**Task**
What is needed is a word-for-word transcript of the listing, free of pictures.

**Dataset section**

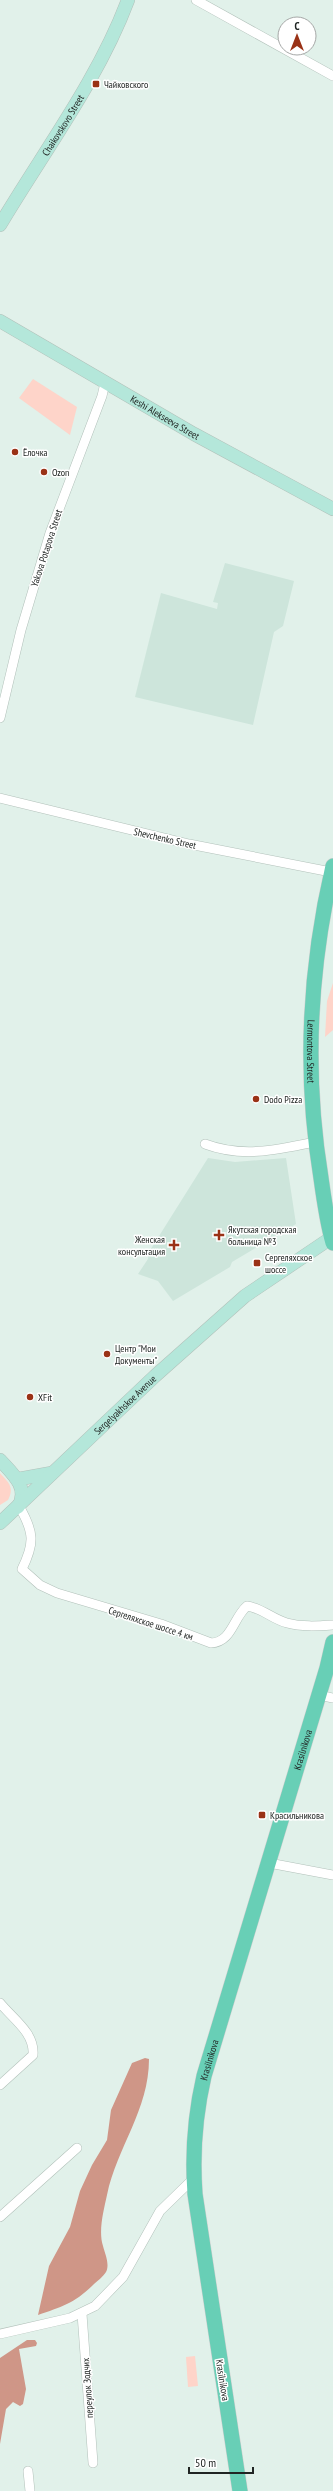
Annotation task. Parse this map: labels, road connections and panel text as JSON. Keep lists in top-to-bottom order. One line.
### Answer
{"streets":{"main road":["Chaikovskovo Street","Keshi Alekseeva Street","Lermontova Street","Sergelyakhskoe Avenue","Krasilnikova"],"street":["Yakova Potapova Street","Shevchenko Street","Сергеляхское шоссе 4 км","переулок Зодчих"]},"crossings":[["Keshi Alekseeva Street","Yakova Potapova Street"],["Shevchenko Street","Lermontova Street"],["Lermontova Street","Sergelyakhskoe Avenue"],["Sergelyakhskoe Avenue","Сергеляхское шоссе 4 км"]],"places":{"transit":["Чайковского","Сергеляхское шоссе","Красильникова"],"other":["Ёлочка","Ozon","Dodo Pizza","Центр \"Мои Документы\"","XFit"],"health":["Якутская городская больница №3","Женская консультация"]},"scale_bar":"50 m","north":"top"}
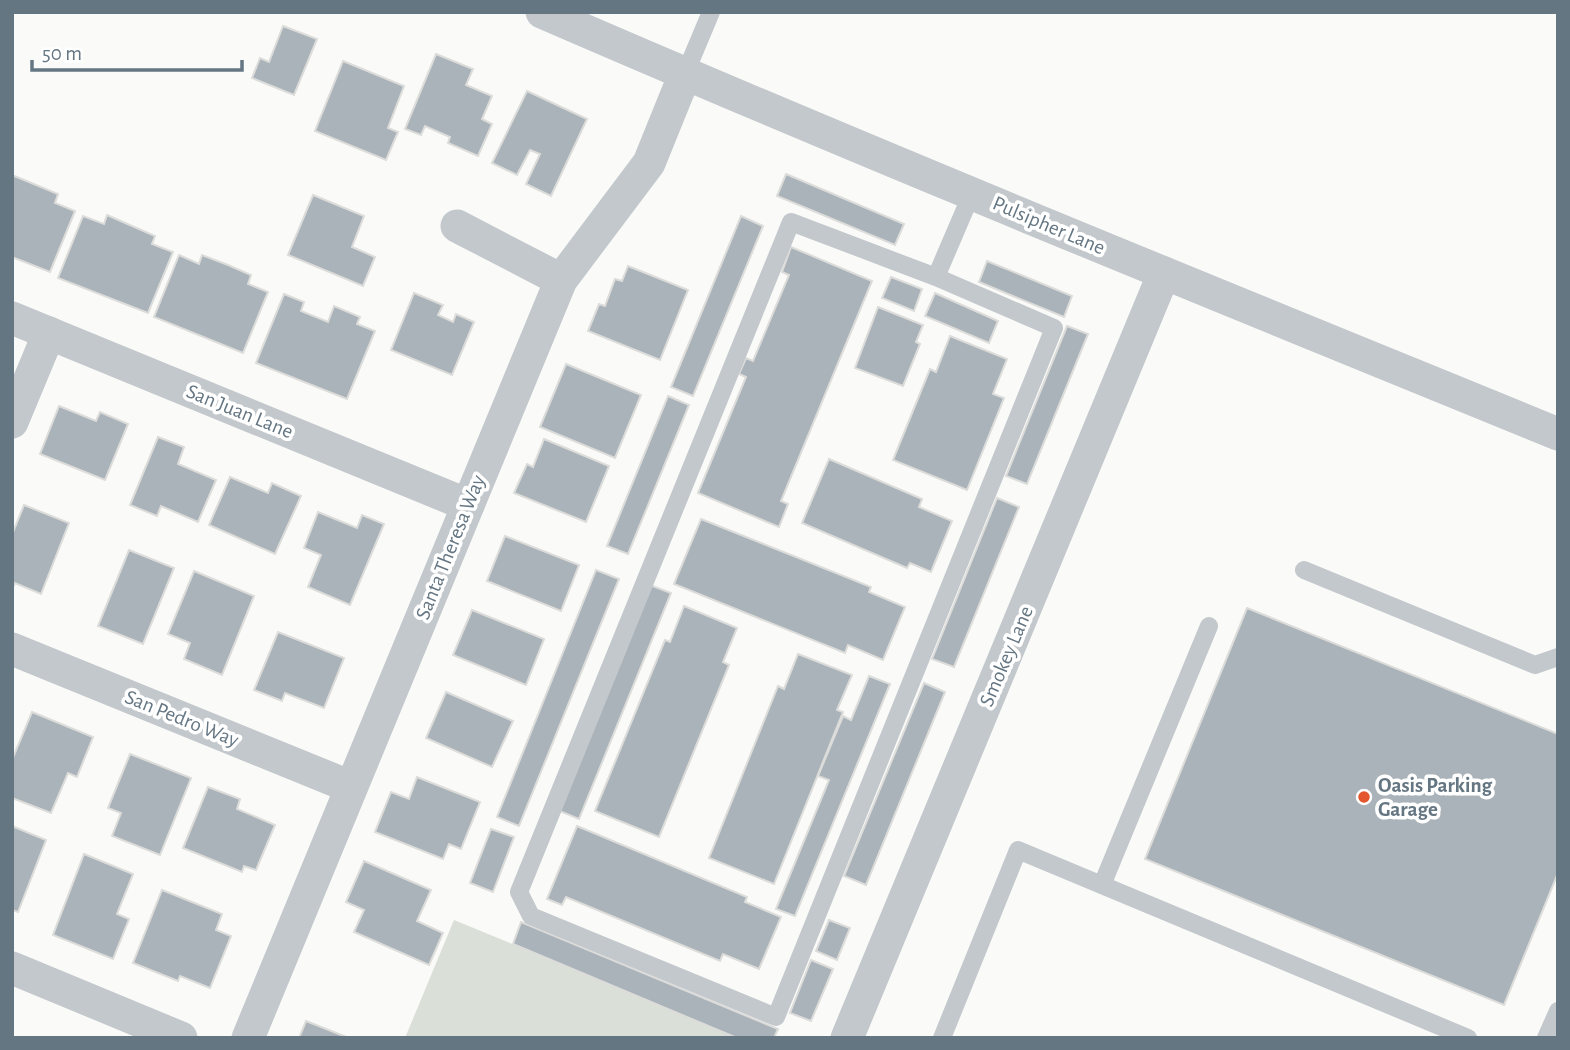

**Written solution**
Annotation task. Parse this map: labels, road connections and panel text as JSON. Keep lists in top-to-bottom order. One line.
### Answer
{"streets":{"main road":["Chaikovskovo Street","Keshi Alekseeva Street","Lermontova Street","Sergelyakhskoe Avenue","Krasilnikova"],"street":["Yakova Potapova Street","Shevchenko Street","Сергеляхское шоссе 4 км","переулок Зодчих"]},"crossings":[["Keshi Alekseeva Street","Yakova Potapova Street"],["Shevchenko Street","Lermontova Street"],["Lermontova Street","Sergelyakhskoe Avenue"],["Sergelyakhskoe Avenue","Сергеляхское шоссе 4 км"]],"places":{"transit":["Чайковского","Сергеляхское шоссе","Красильникова"],"other":["Ёлочка","Ozon","Dodo Pizza","Центр \"Мои Документы\"","XFit"],"health":["Якутская городская больница №3","Женская консультация"]},"scale_bar":"50 m","north":"top"}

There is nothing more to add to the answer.